Friday, July 19, 2013

Dang!

If you follow this blog you know that I hurt my knee in October, had surgery on  it in January. I went through 5 months of physical therapy but had no progress. So now I'm paying (no insurance) for MAT, Muscle Activation Therapy. It is working; slowly, I notice the difference, and my husband has noticed that I walk better. This is to postpone (forever?) knee replacement therapy - for there is never a good time to shut down for 2-3 months. My doctor has told me that total knee replacement is my only option...I'll continue with my MAT and let you know. But I sure hope I can get more "active" before it's too late, because I've gained another 10 pounds. DANG!
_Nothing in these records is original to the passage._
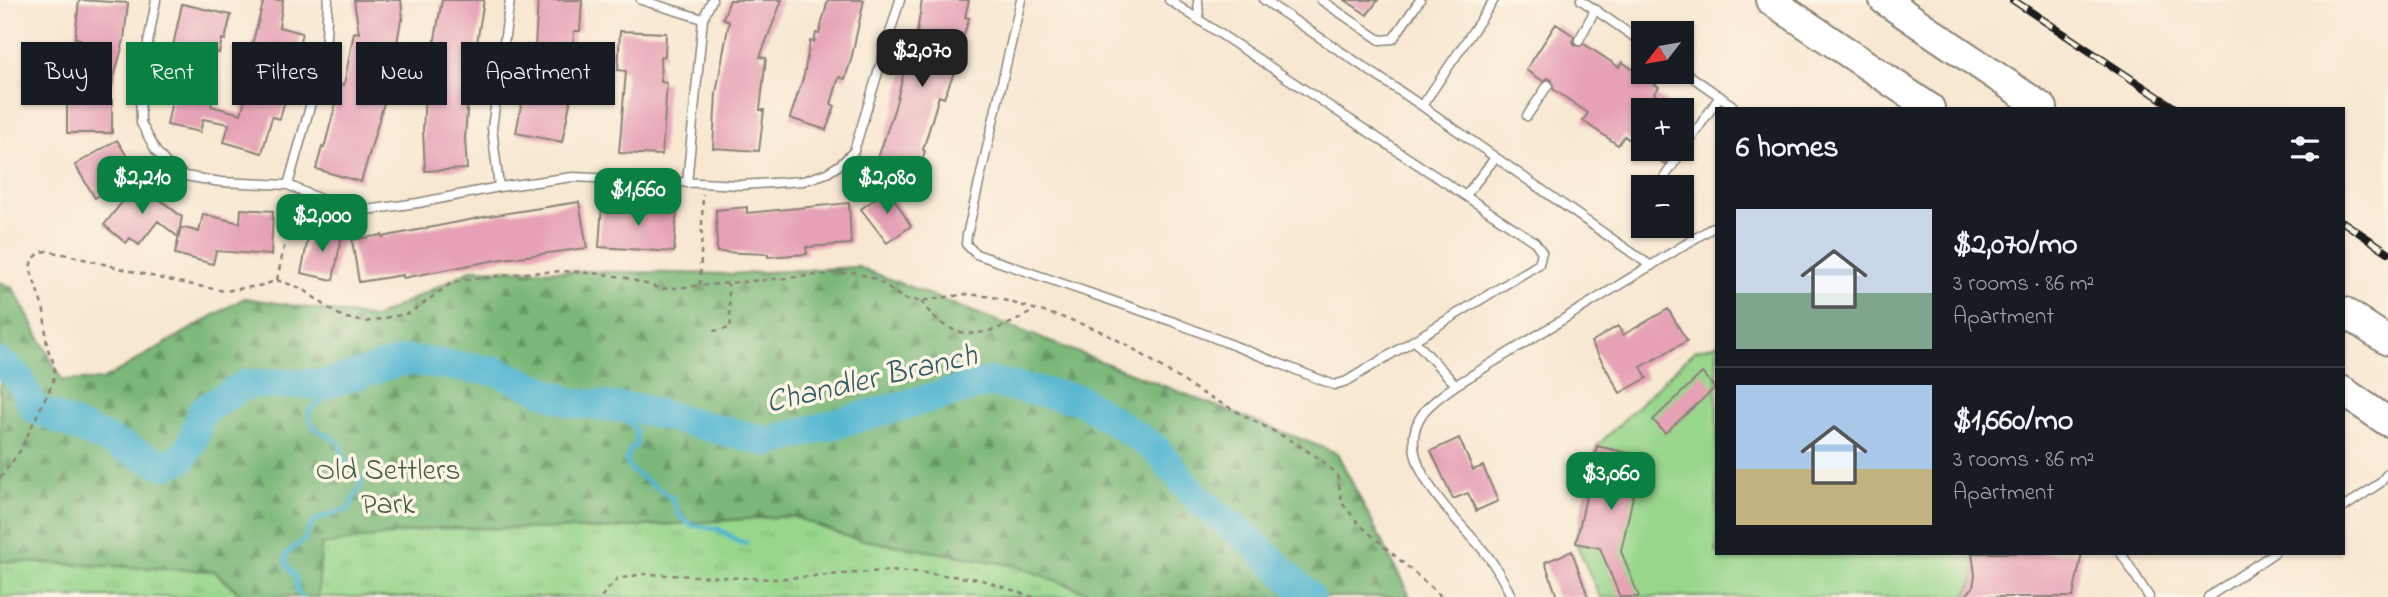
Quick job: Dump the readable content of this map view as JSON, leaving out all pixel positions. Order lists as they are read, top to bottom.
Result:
{
  "water": ["Chandler Branch"],
  "parks": ["Old Settlers Park"],
  "north": "bottom left",
  "page": {
    "map_buttons": ["+", "−"],
    "price": [
      "$2,070",
      "$2,210",
      "$2,080",
      "$1,660",
      "$2,000",
      "$3,060"
    ],
    "chip": [
      "Buy",
      "Rent",
      "Filters",
      "New",
      "Apartment"
    ],
    "heading": "6 homes",
    "list": [
      {
        "name": "$2,070/mo",
        "note": "3 rooms · 86 m² · Apartment"
      },
      {
        "name": "$1,660/mo",
        "note": "3 rooms · 86 m² · Apartment"
      }
    ]
  }
}
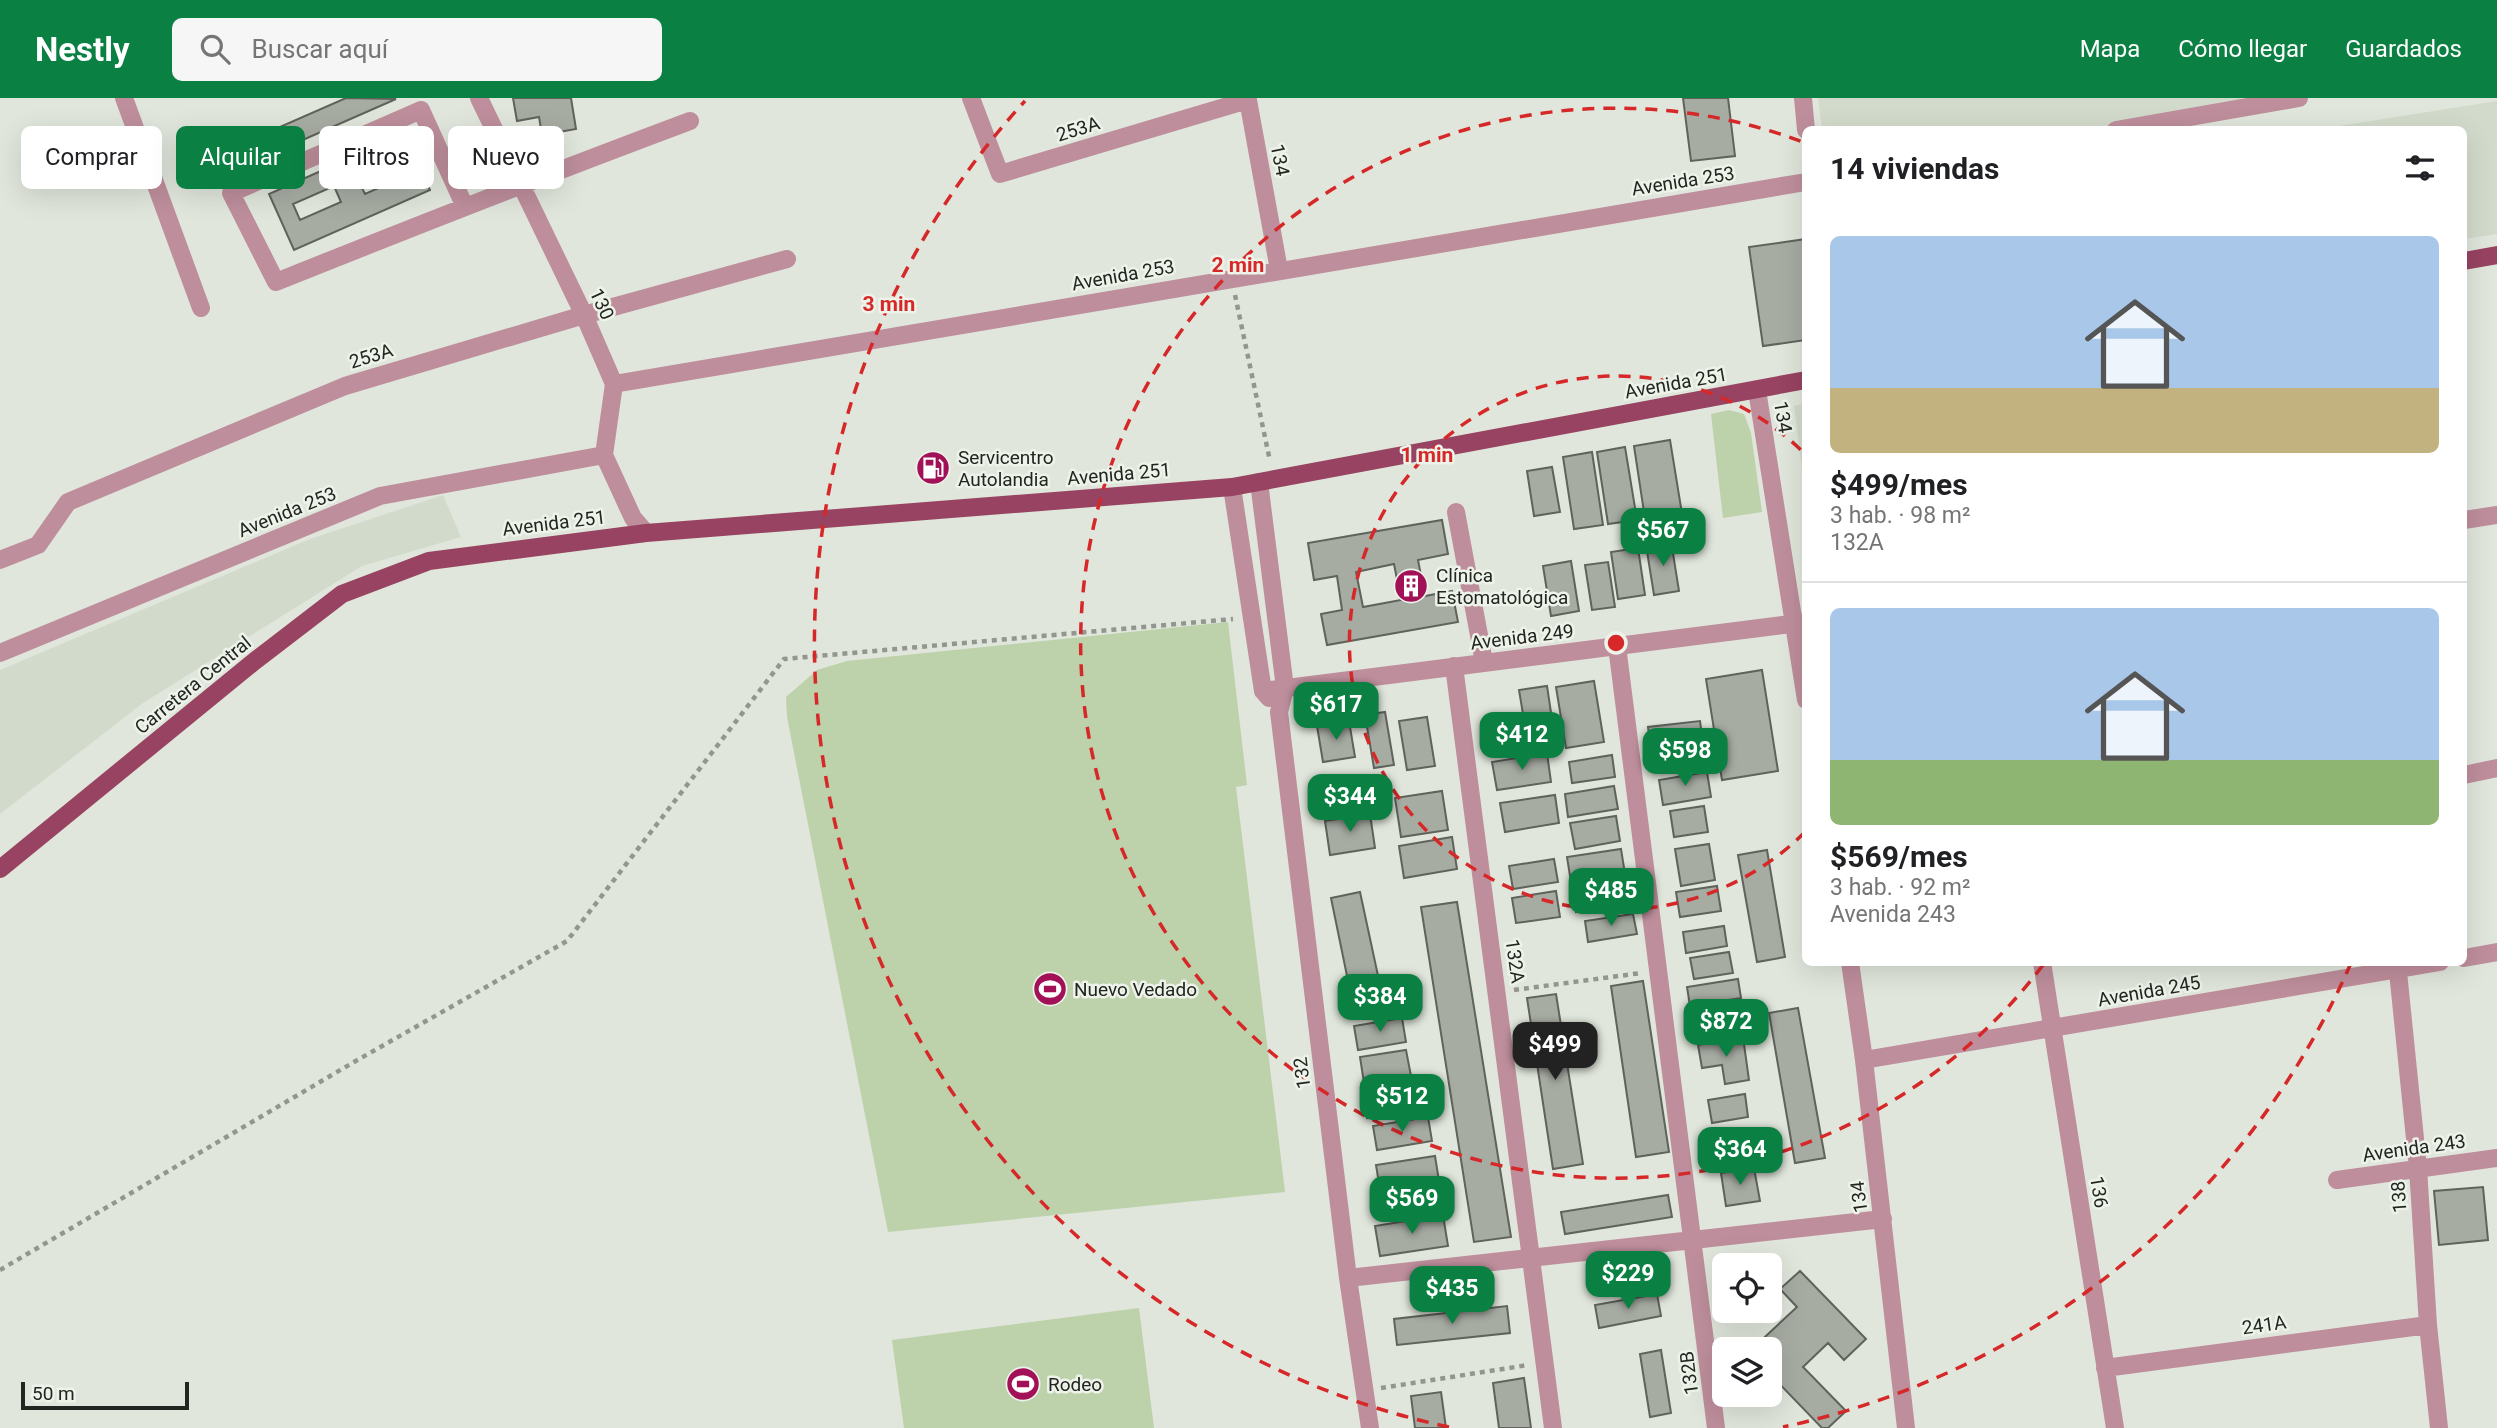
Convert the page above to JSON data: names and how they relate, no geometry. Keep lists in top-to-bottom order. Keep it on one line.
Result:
{"streets":{"main road":["Avenida 251","Carretera Central"],"street":["253A","134","Avenida 253","130","Avenida 249","132A","Avenida 245","132","Avenida 243","136","138","241A","132B"]},"crossings":[["253A","134"],["253A","130"],["134","Avenida 253"],["134","Avenida 251"],["134","Avenida 249"],["134","Avenida 245"],["Avenida 253","130"],["Avenida 251","Carretera Central"],["Avenida 251","132"],["Avenida 249","132A"],["Avenida 249","132"],["Avenida 249","132B"],["Avenida 245","136"],["Avenida 245","138"],["Avenida 243","138"],["136","241A"],["138","241A"]],"places":{"fuel station":["Servicentro Autolandia"],"building":["Clínica Estomatológica"],"sports":["Nuevo Vedado","Rodeo"]},"scale_bar":"50 m","page":{"header":"Nestly","search":"Buscar aquí","nav":["Mapa","Cómo llegar","Guardados"],"chip":["Comprar","Alquilar","Filtros","Nuevo"],"heading":"14 viviendas","list":[{"name":"$499/mes","note":"3 hab. · 98 m² · 132A"},{"name":"$569/mes","note":"3 hab. · 92 m² · Avenida 243"}],"price":["$567","$617","$412","$598","$344","$485","$384","$872","$499","$512","$364","$569","$229","$435"],"scale":"50 m"},"rings":["2 min","3 min","1 min"]}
I don't know what I expected; I'm not as active and I'm drinking more and I'm not as stringent in my eating as I was. OH HELL! If I don't change this I'll go right back to where I was and I REFUSE to do that.

This should be my declaration that I've seen the error of  my ways and I'm back on track...but I'm not sure I'm there quite yet. I KNOW the errors of my ways, but back on track...not tonight. I need less stress in my life to get back to "there".

Life in general is good; but since my husband is working in southern Oregon most of the time and only home some weekends, it gets lonely (even with my cute, adorable dog) and therefore I'm cooking for one (NOT). I'm eating differently and not as healthy. It is easier to stop at the store and pick up a frozen something for dinner and since I'm at the store pick up a bottle of wine {sigh}. Time to grow up!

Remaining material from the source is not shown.